# horny? ...or just plain masculinity?



## eauma1 (Jan 4, 2009)

heya
i am beginning to discover that sadie is a 'one person' kinda bird...
luckily, that one person is me..
are all cockatiels like this? is it 'normal'?
he bangs his beak on my shoulder and on my bed and he whistles on my shoulder while his beak is on my cheek. Im the only he allows to scratch him and he sort of 'stalks' around his playpen with heartwings sometimes, like he's creeping around close to the ground moving very slowly...
he bites my dad when he tries to pick him up and he'll only go onto my mums shoulder if i put him there, and then he'll nip and climb on her head and try to pull her glasses off her face...

do i have a horny bird? or just a typical male?
any ideas or thoughts are welcomed with open arms cause i have absolutely no idea..!


----------



## allen (Aug 25, 2007)

the bopping is a normal male trait i would be asking you though how old is your tiel if under 14 months i would say he is just being a teenage bird right now


----------



## Danielle (Aug 15, 2008)

That's pretty much just a boy being a boy. Unless he's courting you with hops, heartwings and song, preening and trying to feed you, he's not interested in you as a mate. You're just his person.

Like Allen said, depending on his age he might be going through some hormonal changes, which would explain some unusual aggression and the amped up male behaviours.


----------



## Renae (Feb 9, 2008)

Cockatiels who have not had the opportunity to socialize and interact with different people may become possessive and protective of their human mate. They may bite you when someone else enters the room, thinking that biting will make you escape a threatening situation by "taking flight". Encourage all family members to talk to and spend time with your bird. Give family members a treat to drop into your bird's food dish each day. Have family members take turns changing cage papers. Hug family members in front of your bird so he can see that they are not a threat to you or to him.

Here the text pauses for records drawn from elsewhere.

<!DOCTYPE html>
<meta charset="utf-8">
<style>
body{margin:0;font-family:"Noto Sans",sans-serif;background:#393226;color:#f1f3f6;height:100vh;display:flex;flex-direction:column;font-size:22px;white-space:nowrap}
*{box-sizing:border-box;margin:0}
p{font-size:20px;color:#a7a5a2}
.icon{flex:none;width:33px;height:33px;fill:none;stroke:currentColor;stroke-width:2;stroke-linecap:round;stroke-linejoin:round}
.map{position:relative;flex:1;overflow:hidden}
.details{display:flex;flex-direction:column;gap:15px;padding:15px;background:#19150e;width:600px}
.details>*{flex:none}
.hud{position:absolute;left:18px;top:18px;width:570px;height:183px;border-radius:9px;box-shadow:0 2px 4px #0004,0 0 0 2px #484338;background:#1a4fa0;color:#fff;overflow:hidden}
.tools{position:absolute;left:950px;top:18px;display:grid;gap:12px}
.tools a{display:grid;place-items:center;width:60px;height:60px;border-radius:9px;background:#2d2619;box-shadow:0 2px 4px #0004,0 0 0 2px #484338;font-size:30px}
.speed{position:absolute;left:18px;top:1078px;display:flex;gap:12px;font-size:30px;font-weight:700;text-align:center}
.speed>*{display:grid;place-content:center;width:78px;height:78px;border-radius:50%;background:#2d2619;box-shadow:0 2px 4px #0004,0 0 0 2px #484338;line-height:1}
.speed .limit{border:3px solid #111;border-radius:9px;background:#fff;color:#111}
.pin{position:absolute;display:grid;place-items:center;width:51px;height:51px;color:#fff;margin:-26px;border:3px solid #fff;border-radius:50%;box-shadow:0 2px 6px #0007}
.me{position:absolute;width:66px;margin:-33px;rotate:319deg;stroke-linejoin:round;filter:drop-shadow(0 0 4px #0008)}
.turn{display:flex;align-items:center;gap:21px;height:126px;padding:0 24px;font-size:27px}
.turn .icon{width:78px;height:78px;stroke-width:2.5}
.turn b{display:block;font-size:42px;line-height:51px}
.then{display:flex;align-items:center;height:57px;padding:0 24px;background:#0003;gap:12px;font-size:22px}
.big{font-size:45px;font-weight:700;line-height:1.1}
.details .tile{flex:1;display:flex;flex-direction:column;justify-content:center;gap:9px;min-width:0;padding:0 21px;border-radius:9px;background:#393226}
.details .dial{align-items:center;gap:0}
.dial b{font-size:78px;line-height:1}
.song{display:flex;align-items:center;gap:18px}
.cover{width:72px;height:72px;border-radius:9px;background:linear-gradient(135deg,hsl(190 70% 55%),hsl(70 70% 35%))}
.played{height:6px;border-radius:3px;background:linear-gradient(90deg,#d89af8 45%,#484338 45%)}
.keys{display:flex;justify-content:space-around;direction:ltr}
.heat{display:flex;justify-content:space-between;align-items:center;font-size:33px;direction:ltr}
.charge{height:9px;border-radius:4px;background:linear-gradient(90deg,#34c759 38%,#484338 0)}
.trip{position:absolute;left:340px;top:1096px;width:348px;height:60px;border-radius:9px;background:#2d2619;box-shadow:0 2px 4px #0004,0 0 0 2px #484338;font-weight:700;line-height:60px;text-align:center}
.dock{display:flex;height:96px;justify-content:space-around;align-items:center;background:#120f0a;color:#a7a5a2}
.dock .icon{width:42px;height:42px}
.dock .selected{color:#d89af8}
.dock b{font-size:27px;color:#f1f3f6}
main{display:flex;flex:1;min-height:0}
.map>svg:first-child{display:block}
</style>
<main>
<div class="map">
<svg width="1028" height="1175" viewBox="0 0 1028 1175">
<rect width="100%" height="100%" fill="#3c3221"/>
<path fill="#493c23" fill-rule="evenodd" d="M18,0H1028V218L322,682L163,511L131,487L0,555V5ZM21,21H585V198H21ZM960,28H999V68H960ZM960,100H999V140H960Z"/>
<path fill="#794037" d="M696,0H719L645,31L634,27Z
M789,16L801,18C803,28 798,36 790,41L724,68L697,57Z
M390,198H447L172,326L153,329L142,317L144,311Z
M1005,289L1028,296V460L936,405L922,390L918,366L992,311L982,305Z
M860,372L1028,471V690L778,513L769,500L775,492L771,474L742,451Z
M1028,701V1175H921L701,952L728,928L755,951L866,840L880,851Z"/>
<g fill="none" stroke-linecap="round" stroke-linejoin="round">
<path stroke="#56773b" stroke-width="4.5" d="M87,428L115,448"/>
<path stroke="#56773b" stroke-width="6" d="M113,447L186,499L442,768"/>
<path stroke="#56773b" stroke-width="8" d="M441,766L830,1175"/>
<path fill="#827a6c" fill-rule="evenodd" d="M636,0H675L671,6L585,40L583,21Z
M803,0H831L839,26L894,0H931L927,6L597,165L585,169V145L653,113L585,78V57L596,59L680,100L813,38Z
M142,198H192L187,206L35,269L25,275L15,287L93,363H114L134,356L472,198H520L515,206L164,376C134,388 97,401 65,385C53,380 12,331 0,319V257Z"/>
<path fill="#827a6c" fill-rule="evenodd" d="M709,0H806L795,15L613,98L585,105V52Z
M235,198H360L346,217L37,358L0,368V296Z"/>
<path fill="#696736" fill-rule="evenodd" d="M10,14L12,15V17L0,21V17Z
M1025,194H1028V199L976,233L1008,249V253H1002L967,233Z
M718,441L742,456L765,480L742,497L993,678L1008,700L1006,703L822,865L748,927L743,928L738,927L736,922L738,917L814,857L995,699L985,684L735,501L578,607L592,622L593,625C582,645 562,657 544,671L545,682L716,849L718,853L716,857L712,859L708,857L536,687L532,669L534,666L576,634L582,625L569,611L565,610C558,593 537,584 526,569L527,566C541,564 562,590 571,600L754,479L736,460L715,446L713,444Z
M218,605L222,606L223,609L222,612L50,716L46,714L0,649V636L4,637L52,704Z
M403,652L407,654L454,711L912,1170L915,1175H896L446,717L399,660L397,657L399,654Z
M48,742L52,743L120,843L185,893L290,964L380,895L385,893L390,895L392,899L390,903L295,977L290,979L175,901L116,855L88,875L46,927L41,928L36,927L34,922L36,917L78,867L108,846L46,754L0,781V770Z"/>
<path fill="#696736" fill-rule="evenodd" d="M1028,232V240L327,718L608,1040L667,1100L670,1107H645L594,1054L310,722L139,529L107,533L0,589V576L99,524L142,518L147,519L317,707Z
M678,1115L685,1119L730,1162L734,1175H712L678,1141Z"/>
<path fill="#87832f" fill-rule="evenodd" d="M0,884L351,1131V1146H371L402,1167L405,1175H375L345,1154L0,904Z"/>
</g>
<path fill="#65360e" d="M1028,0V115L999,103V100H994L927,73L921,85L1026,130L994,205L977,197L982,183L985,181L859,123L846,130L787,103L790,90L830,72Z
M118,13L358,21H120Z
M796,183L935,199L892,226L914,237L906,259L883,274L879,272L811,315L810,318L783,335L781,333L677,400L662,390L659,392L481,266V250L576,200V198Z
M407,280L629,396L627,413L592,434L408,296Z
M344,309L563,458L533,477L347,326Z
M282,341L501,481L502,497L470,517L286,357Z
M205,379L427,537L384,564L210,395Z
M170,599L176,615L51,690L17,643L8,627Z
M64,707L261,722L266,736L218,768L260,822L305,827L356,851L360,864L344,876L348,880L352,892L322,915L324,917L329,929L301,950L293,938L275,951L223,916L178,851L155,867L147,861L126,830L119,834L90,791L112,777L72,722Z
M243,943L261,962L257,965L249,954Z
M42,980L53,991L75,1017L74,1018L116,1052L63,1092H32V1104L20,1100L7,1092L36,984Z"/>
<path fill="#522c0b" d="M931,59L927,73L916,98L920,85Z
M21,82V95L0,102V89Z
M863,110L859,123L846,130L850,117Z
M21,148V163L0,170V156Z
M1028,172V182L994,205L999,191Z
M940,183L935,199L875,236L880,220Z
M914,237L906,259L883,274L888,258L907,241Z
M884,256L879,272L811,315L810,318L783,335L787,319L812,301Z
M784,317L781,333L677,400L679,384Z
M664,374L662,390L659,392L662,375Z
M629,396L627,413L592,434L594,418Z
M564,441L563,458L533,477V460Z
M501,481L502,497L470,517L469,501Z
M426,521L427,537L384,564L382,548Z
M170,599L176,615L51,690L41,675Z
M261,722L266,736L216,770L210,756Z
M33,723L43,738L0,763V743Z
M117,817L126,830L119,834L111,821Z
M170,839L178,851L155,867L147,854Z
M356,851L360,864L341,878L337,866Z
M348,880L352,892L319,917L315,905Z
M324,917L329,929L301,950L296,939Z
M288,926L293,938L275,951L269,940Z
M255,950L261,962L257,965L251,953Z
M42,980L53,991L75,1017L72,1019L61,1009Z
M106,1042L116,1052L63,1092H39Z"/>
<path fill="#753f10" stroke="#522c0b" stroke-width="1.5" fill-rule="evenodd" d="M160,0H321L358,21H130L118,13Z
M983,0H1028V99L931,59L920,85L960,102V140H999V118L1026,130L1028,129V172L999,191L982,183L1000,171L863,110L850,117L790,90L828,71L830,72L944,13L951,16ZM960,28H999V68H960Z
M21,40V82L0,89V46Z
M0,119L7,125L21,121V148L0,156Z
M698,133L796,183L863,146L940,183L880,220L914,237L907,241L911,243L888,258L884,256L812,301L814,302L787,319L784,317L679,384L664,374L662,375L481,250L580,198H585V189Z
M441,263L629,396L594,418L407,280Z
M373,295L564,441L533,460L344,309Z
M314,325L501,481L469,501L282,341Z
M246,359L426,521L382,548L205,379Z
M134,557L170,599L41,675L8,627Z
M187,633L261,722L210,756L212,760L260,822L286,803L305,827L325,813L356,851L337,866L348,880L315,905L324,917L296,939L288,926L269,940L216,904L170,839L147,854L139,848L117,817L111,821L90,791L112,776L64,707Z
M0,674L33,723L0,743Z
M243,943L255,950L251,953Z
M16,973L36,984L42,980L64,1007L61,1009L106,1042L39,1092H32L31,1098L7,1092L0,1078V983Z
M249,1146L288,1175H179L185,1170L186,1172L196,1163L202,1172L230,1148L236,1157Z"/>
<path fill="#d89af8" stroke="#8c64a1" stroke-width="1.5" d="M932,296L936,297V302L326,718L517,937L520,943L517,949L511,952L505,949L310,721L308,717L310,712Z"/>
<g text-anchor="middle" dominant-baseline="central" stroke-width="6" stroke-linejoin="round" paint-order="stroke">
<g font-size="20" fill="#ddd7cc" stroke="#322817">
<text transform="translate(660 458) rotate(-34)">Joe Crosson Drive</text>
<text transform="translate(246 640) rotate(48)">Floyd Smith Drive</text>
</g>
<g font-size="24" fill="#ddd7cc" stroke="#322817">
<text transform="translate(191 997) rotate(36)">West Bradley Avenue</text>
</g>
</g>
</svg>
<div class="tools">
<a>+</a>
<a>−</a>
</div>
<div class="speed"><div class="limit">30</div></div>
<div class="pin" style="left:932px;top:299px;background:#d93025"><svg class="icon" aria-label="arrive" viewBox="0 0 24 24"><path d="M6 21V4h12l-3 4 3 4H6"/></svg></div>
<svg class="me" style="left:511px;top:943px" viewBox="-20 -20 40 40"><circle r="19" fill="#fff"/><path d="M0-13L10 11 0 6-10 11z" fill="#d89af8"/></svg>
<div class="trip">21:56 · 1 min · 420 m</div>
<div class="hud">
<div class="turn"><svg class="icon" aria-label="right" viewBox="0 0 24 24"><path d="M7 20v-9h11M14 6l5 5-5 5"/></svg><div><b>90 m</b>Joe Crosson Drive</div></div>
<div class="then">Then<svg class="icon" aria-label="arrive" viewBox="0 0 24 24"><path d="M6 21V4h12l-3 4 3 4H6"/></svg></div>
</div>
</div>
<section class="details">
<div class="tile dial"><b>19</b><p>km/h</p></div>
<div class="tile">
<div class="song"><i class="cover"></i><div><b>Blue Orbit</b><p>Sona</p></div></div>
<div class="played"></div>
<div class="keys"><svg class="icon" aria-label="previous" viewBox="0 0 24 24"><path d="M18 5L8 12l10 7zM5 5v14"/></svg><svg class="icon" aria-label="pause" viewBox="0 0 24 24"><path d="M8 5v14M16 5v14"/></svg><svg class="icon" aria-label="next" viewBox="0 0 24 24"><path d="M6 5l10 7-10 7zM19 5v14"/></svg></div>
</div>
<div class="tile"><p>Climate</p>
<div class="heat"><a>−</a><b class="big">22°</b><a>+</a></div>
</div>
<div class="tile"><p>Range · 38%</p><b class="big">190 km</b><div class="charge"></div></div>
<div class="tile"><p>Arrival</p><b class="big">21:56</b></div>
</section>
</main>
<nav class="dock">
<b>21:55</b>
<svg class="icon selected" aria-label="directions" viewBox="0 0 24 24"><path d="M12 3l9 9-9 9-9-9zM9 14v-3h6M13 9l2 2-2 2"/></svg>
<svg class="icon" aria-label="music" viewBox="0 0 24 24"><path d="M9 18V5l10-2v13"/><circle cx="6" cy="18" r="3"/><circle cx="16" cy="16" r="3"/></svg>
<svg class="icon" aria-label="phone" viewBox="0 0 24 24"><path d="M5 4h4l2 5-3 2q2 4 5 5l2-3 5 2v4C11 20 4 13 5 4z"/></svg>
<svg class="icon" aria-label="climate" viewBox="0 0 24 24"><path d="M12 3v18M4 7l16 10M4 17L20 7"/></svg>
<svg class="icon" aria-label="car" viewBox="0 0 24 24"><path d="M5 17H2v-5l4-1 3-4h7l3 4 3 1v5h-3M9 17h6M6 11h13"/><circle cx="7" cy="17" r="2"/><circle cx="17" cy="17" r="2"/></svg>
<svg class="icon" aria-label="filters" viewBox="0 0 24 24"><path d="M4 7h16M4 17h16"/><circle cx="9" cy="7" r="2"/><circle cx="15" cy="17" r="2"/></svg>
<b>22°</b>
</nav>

- http://www.cockatielcottage.net/bite.html


----------



## eauma1 (Jan 4, 2009)

thanks guys
sadie is about 7 months old so maybe it is just teenage behaviour
ill try and get mum and dad to be the one's that give him treats for a while...thanks for that idea solace, hopefully that will work
im glad that im his 'person' but at the same time, biting other people wasnt part of the plan...
shall keep you updated as to how it goes..


----------